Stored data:
== Segment start ==

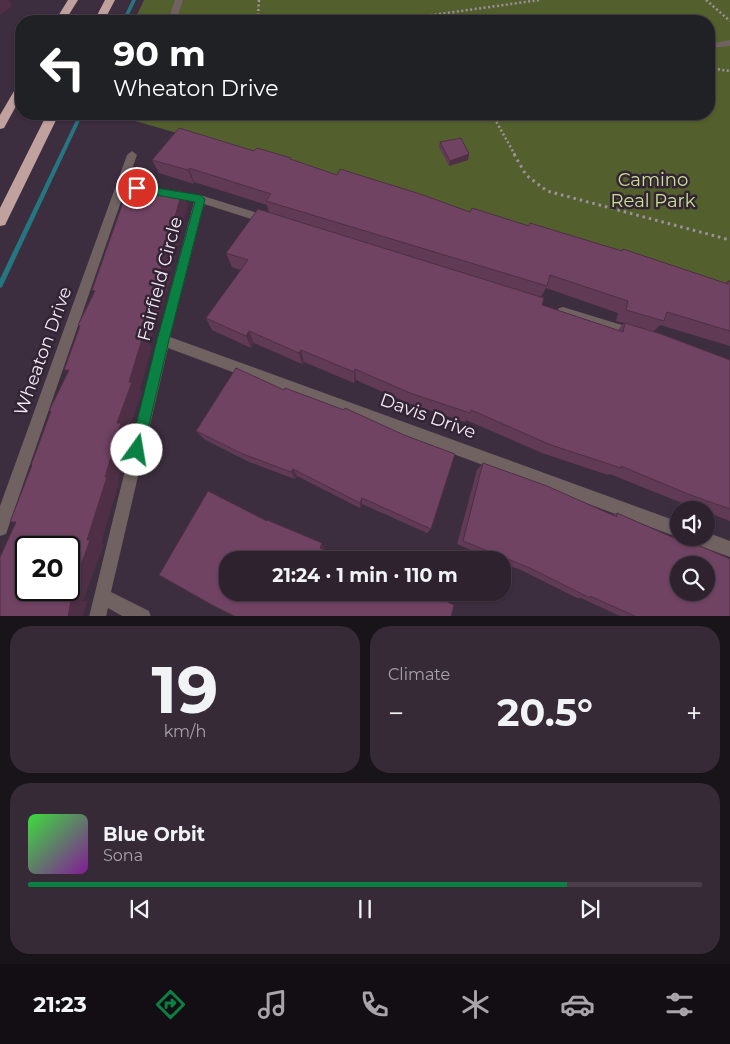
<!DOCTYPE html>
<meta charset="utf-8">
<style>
body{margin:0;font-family:Montserrat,sans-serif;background:#362a37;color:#f1f3f6;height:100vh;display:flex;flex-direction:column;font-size:19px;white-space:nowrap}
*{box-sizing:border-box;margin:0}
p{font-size:16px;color:#a7a4aa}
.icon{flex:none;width:28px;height:28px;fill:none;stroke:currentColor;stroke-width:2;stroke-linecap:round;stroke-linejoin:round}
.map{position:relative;height:616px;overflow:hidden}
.side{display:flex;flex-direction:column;gap:10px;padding:10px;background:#19131a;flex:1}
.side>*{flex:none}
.top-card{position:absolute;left:15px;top:15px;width:700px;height:105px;border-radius:20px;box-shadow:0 1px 4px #0004,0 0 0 1px #493f4b;background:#202124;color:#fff;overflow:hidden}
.tools{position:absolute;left:670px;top:501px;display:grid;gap:10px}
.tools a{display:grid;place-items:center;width:45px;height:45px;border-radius:50%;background:#2e222f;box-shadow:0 1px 4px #0004,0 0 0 1px #493f4b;font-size:25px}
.speed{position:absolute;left:15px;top:536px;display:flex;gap:10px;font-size:25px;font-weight:700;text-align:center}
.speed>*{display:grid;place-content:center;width:65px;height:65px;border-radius:50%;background:#2e222f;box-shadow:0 1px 4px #0004,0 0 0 1px #493f4b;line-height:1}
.speed .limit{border:2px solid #111;border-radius:8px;background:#fff;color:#111}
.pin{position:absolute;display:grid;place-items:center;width:42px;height:42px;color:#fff;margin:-21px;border:2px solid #fff;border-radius:50%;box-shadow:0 1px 5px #0007}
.me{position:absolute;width:55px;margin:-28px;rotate:13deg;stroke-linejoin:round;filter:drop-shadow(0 0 4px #0008)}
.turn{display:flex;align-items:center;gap:18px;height:105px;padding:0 15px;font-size:22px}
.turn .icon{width:65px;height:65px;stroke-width:2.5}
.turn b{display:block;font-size:35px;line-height:42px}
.big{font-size:38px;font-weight:700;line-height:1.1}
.side .widget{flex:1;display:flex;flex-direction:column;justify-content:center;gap:8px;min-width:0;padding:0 18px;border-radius:20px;background:#362a37}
.side .dial{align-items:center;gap:0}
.dial b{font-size:65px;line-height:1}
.song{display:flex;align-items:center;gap:15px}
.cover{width:60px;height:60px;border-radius:8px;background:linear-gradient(135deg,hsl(120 70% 55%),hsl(290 70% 35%))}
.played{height:5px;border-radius:2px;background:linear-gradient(90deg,#0b8043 80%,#493f4b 80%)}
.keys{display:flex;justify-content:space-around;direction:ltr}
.heat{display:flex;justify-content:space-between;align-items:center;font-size:28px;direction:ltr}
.side .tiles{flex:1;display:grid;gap:10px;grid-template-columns:1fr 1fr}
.widget:last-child{grid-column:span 2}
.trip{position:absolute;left:219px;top:551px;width:292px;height:50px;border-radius:20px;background:#2e222f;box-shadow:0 1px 4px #0004,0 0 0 1px #493f4b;font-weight:700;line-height:50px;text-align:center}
.menu{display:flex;height:80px;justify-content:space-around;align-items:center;background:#120e13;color:#a7a4aa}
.menu .icon{width:35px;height:35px}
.menu .on{color:#0b8043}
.menu b{font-size:22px;color:#f1f3f6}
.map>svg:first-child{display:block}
.green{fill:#53602d}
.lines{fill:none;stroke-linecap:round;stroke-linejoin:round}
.stream{fill:#247780;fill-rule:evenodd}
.path-far1{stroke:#9d919e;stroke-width:2.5;stroke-dasharray:2 2.5;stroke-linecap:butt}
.path{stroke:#9d919e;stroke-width:3;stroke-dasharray:2.5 4;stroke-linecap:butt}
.lane{fill:#6f6261;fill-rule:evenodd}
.highway{fill:#c0a19d;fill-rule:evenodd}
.wall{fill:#613a55;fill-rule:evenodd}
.shaded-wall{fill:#4f2f45}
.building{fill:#714363;stroke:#4f2f45;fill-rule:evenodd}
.route{fill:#0b8043;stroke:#07532c}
.labels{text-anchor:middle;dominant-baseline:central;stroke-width:5;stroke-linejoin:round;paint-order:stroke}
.park-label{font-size:18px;fill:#cae08f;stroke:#332435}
.street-label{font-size:18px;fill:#f4eaf5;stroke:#332435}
</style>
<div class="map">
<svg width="730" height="617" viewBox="0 0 730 617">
<rect width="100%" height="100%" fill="#3d2e3f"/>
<path class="green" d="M 144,0 L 730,0 L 730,292 L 111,114 L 709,114 L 709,21 L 134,21 Z"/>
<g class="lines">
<path class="stream" d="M 132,0 L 136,0 L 126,21 L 122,21 Z
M 79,114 L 83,114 L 3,285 L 2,287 L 0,288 L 0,279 Z"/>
<path class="path-far1" d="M 259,0 L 258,16 L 260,19 L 276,21
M 706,0 L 730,21
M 390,21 L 539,0
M 709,68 L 730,71
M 492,114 L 515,155"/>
<path class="path" d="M 514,154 L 526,175 L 547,191 L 730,240"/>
<path class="lane" d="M 175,0 L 183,0 L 176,21 L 168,21 Z
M 730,40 L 730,46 L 709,48 L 709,44 Z
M 132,151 L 137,155 L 127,183 L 200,195 L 274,218 L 276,221 L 270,225 L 204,204 L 170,337 L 679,522 L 680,538 L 168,348 L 111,592 L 149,611 L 151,617 L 124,617 L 108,608 L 106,617 L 89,617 L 157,340 L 194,202 L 125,190 L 8,528 L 6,534 L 0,536 L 0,506 L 127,155 Z
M 563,307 L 635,329 L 640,331 L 641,335 L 640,339 L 635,341 L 559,316 L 557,312 L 559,308 Z
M 706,532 L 730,541 L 730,557 L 694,544 L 692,538 L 706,538 Z"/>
<path class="highway" d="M 68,0 L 78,0 L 65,21 L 55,21 Z
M 105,0 L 115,0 L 104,21 L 94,21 Z
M 21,85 L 21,97 L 4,128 L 0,129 L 0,115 L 17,86 Z
M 47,114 L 59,114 L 7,221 L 5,225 L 0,226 L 0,208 Z"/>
</g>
<path class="wall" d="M 440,142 L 469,154 L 468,160 L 449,166 L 439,147 Z
M 254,151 L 291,160 L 337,175 L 470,212 L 529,226 L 621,251 L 623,249 L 725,283 L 728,281 L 730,281 L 730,346 L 660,325 L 653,332 L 730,360 L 730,521 L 706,512 L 706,510 L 701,510 L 672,499 L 610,474 L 608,475 L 542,453 L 466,420 L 465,422 L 408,403 L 356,380 L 354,383 L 304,362 L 302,364 L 254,343 L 251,348 L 212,330 L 206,318 L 241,270 L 232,267 L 226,253 L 269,213 L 267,205 L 194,182 L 194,184 L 159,173 L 152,160 ZM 546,288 L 618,313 L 616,321 L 624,323 L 618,330 L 542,305 L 541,297 Z
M 236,368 L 431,529 L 427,533 L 362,504 L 360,508 L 297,476 L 295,479 L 249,462 L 204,439 L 196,431 Z
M 483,463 L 612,515 L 617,513 L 686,543 L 691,542 L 730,617 L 622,617 L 581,598 L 577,598 L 521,570 L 502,563 L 502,560 L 495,560 L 457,544 L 477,470 Z"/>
<path class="shaded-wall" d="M 0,0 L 9,0 L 12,6 L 0,15 Z
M 469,154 L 468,160 L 449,166 L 450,161 Z
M 189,168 L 194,182 L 194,184 L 188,170 Z
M 182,191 L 188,205 L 178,245 L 169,273 L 171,276 L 160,315 L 149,344 L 152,347 L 140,390 L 142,392 L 129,429 L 132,431 L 118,482 L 119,483 L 101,543 L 104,544 L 83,601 L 87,601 L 83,617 L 68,617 L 68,601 L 87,540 L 105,477 L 117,423 L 129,382 L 138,336 Z
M 249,331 L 254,343 L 251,348 L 246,336 Z
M 301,350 L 304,362 L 302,364 L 299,353 Z
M 355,369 L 356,380 L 354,383 L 354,372 Z
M 293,469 L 297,476 L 295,479 L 291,472 Z
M 362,498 L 362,504 L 360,508 L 360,503 Z
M 322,543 L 324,547 L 323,551 L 320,548 Z"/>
<path class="building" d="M 179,128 L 254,151 L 257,148 L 291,158 L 290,159 L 337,175 L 340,169 L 420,194 L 470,212 L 472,208 L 529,226 L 530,223 L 622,251 L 623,249 L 728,284 L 728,281 L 730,281 L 730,331 L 667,312 L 664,321 L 626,310 L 628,301 L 550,275 L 547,286 L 266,201 L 271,194 L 189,168 L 188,170 L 152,160 Z
M 461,138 L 469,154 L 450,161 L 440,142 Z
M 127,191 L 182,191 L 171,232 L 160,263 L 163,263 L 151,303 L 138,336 L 143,336 L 129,382 L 132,382 L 117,423 L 121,423 L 105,477 L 107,477 L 87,540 L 90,540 L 68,601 L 71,601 L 68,617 L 0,617 L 0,557 L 16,522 L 10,522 L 32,465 L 31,465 L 51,411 L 49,411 L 69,370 L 64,370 L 80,326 L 78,325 L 95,291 L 92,290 ZM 26,548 L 69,548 L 69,590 L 26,590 Z
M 258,209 L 544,298 L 542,305 L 623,332 L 625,323 L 661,334 L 730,360 L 730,509 L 688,494 L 621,466 L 621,468 L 551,445 L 471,410 L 470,413 L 410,393 L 355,369 L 354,372 L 301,350 L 299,353 L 249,331 L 246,336 L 206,318 L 248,260 L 226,253 Z
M 236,368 L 284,390 L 285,388 L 344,410 L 345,408 L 404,435 L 455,454 L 431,529 L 362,498 L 360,503 L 293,469 L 291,472 L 243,454 L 196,431 Z
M 483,463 L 547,486 L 617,517 L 617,513 L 690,545 L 691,542 L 730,559 L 730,617 L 637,617 L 590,596 L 590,598 L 530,568 L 463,541 ZM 679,565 L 706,565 L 706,592 L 679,592 Z
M 208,491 L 267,521 L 267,520 L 322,543 L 320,548 L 349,560 L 228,560 L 228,592 L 427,592 L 454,605 L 451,617 L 236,617 L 214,606 L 159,575 Z"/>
<path class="route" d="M 137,185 L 200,195 L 205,199 L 169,340 L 143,450 L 141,455 L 137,457 L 132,455 L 130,450 L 157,340 L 195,202 L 134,191 L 134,186 Z"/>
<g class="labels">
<g class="park-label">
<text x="653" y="180">Camino<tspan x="653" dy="21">Real Park</tspan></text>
</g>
<g class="street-label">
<text transform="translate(160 279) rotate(-75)">Fairfield Circle</text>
<text transform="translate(43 351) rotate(-70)">Wheaton Drive</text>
<text transform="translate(428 416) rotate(20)">Davis Drive</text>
</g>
</g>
</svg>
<div class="tools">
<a><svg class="icon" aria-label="sound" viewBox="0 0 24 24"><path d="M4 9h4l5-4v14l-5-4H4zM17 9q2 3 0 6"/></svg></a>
<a><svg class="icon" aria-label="search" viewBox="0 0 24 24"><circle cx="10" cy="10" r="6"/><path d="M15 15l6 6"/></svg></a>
</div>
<div class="speed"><div class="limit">20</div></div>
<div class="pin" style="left:137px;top:188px;background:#d93025"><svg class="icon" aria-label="arrive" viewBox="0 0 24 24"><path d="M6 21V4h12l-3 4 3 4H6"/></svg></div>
<svg class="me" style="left:137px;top:450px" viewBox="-20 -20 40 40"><circle r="19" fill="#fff"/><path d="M0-13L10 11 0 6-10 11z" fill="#0b8043"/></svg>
<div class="trip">21:24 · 1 min · 110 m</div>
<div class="top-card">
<div class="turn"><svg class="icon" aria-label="left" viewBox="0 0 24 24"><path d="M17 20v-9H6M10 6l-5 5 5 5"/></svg><div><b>90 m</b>Wheaton Drive</div></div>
</div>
</div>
<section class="side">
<div class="tiles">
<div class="widget dial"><b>19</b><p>km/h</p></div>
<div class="widget"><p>Climate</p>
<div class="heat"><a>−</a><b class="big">20.5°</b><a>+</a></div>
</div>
<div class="widget">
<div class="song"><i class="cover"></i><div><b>Blue Orbit</b><p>Sona</p></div></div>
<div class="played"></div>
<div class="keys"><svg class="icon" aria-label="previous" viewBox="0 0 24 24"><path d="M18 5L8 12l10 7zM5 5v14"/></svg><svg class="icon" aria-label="pause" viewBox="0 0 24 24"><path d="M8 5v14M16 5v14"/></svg><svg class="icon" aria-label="next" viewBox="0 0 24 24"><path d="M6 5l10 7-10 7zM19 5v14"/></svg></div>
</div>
</div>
</section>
<nav class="menu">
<b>21:23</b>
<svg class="icon on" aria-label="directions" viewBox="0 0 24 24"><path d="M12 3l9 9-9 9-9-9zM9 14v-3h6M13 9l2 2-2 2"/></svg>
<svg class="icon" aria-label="music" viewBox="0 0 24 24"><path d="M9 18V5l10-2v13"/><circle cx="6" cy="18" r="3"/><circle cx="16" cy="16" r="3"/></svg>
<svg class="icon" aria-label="phone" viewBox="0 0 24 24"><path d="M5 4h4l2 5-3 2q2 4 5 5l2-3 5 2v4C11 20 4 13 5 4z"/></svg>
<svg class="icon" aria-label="climate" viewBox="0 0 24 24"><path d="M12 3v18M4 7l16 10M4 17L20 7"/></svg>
<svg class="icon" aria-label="car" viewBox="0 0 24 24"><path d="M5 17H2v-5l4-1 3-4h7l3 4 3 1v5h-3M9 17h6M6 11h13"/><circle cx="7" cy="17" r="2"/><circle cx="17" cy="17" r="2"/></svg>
<svg class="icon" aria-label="filters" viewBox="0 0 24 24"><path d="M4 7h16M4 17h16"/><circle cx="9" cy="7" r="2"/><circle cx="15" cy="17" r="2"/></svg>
</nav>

== Segment end ==

YOUR INSTRUCTIONS:
Lines that contain the word "none": how many are there in the data? Give the number and nothing else.

RESPONSE BELOW:
3